2. Estão provados os factos como tal elencados no Acórdão recorrido, a fls. 131 a 131-v, que não vem impugnados nem se mostram de alterar, e que aqui dão-se com integralmente reproduzidos.

Do direito

3. O presente recurso vem interposto pelo Exmo. Magistrado do Ministério Público, e tem como objecto o Acórdão do T.J.B. que condenou o arguido dos autos como autor de 1 crime de “auxílio (simples)”, p. e p. pelo art. 14°, n.° 1 da Lei n.° 6/2004.

Bate-se o Recorrente pela alteração da qualificação jurídico-penal operada, pedindo a condenação do mesmo arguido como autor de uma crime de “auxílio” mas do n.° 2 do citado art. 14°, (e não do n.° 1, como decidido foi).

Vejamos.

Estatui o dito art. 14° que:

“1. Quem dolosamente transportar ou promover o transporte, fornecer auxílio material ou por outra forma concorrer para a entrada na RAEM de outrem nas situações previstas no artigo 2.º, é punido com pena de prisão de 2 a 8 anos.
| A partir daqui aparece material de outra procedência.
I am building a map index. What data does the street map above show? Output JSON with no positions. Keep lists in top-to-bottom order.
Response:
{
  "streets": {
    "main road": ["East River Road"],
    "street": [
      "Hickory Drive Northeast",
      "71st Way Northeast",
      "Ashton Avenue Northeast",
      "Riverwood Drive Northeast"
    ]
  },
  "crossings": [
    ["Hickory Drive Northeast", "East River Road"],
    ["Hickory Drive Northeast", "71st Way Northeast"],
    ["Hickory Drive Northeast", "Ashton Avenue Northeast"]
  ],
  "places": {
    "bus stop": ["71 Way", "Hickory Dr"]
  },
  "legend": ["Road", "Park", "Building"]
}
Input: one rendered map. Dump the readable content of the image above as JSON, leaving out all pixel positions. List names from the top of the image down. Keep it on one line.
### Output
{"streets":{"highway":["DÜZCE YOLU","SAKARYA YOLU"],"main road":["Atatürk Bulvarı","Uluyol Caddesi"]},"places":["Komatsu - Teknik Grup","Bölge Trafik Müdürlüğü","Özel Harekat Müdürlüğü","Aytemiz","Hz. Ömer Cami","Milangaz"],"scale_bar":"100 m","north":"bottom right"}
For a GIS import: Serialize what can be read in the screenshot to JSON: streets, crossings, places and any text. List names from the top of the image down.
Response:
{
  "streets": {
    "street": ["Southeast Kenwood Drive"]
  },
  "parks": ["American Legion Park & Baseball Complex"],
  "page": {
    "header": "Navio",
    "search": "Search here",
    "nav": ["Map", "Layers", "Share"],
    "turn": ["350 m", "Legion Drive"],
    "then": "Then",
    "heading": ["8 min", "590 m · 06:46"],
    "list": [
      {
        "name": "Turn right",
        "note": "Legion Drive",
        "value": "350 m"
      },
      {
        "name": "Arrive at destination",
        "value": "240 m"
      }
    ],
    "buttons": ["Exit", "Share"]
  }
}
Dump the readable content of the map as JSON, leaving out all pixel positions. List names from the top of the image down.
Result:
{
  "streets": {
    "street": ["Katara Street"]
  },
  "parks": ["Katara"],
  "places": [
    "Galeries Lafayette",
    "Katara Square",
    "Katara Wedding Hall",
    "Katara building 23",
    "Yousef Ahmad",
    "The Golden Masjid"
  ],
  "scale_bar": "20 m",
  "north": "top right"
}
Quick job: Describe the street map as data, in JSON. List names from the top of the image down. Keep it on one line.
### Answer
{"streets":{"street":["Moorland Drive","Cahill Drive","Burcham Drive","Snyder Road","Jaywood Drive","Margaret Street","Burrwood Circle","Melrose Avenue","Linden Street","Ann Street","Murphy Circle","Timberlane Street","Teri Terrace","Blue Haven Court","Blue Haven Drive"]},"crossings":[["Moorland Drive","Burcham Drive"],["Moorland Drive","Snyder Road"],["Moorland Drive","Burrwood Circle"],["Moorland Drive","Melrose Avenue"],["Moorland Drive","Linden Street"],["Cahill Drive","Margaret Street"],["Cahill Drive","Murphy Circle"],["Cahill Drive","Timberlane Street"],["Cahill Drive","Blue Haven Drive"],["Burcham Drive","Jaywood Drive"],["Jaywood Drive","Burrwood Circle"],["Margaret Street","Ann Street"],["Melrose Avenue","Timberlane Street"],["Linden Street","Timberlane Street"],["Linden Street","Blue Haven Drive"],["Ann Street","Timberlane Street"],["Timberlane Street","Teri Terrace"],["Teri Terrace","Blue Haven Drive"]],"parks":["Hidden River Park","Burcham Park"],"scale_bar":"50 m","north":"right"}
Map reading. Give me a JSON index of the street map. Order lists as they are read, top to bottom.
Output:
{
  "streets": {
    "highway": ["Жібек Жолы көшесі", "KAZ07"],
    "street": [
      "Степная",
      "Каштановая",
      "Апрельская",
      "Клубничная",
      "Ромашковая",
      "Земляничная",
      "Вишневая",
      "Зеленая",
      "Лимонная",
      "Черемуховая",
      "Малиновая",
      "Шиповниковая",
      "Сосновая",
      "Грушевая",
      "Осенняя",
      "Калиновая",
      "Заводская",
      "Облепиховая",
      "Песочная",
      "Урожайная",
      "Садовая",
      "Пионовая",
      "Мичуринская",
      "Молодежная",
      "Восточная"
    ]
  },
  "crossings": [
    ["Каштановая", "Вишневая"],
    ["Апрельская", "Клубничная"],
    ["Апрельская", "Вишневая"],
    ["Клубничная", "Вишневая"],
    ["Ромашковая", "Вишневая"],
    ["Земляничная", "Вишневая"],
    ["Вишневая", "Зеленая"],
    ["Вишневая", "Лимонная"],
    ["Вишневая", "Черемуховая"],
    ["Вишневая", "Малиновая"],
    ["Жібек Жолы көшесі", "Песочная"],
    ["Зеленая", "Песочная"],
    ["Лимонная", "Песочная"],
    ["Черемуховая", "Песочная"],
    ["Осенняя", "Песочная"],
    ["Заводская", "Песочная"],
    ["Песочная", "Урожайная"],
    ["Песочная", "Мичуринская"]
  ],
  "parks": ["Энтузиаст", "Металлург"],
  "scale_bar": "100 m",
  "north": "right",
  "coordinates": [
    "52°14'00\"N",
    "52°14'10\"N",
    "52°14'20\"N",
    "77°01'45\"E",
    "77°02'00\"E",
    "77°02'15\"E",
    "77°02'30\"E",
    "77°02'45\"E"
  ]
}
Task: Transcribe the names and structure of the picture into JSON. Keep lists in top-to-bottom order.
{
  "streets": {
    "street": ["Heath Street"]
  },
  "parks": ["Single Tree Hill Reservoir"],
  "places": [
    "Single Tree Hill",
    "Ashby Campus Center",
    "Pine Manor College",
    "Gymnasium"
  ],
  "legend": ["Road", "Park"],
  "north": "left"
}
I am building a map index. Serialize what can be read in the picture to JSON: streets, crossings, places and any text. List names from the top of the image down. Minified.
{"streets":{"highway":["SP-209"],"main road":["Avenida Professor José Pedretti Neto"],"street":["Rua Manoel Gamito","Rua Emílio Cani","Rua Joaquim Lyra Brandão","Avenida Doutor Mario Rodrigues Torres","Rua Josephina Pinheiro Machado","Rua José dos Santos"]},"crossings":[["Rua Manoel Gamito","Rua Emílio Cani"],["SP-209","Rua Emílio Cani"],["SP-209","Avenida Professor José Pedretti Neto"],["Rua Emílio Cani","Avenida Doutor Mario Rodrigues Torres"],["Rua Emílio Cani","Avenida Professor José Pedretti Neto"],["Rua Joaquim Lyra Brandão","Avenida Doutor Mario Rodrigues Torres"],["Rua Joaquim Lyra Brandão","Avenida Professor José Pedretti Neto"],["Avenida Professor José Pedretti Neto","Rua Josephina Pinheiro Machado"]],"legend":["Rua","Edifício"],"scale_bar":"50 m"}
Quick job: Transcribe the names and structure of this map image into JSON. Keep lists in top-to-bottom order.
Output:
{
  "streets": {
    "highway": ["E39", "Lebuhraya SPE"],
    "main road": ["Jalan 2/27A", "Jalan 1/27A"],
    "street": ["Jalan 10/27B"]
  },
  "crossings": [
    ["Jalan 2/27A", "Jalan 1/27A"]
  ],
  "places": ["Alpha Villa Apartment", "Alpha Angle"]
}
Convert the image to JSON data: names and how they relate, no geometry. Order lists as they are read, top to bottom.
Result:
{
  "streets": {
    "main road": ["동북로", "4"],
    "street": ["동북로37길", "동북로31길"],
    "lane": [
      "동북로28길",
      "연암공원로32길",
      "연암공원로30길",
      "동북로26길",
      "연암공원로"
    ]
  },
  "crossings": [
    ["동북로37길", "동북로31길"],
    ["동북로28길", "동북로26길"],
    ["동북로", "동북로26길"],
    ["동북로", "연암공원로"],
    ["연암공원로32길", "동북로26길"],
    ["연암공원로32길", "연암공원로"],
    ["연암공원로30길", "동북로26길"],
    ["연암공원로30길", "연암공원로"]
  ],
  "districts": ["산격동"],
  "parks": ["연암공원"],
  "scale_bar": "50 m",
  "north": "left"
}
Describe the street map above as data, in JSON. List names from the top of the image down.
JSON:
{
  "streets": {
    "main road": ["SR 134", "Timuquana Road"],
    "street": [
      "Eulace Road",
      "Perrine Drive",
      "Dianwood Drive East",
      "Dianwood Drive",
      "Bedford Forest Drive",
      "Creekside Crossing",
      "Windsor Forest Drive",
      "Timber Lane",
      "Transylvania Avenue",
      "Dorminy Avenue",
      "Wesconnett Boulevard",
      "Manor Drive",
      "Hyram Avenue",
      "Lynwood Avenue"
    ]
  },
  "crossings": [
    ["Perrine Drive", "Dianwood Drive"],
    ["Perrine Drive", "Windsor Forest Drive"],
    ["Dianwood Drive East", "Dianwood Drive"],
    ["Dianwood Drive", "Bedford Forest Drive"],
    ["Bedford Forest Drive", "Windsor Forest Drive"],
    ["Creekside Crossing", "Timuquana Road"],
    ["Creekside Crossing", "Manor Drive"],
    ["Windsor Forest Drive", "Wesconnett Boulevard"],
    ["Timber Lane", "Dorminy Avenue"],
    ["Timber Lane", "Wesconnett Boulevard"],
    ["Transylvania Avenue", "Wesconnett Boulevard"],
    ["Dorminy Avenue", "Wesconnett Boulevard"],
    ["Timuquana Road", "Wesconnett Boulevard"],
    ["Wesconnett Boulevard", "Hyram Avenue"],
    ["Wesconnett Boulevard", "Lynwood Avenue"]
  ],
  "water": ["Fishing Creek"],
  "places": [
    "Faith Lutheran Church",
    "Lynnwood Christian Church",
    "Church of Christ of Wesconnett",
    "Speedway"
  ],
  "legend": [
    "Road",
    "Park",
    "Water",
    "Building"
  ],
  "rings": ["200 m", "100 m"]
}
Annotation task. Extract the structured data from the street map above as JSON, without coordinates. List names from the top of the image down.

2. Se o agente obtiver, directamente ou por interposta pessoa, vantagem patrimonial ou benefício material, para si ou para terceiro, como recompensa ou pagamento pela prática do crime referido no número anterior, é punido com pena de prisão de 5 a 8 anos”.

E, nesta conformidade, impõe-se concluir que a razão está do lado do Exmo. Recorrente.

De facto, no caso dos autos, provado está que acordado estava a “compensação” do arguido (recorrido) pela sua tarefa em “transportar” pessoas indocumentadas para Macau, como sucedeu.

Aliás, está também provado que os indivíduos clandestinos pagaram a um conhecido do arguido quantias monetárias para que fossem transportados para Macau.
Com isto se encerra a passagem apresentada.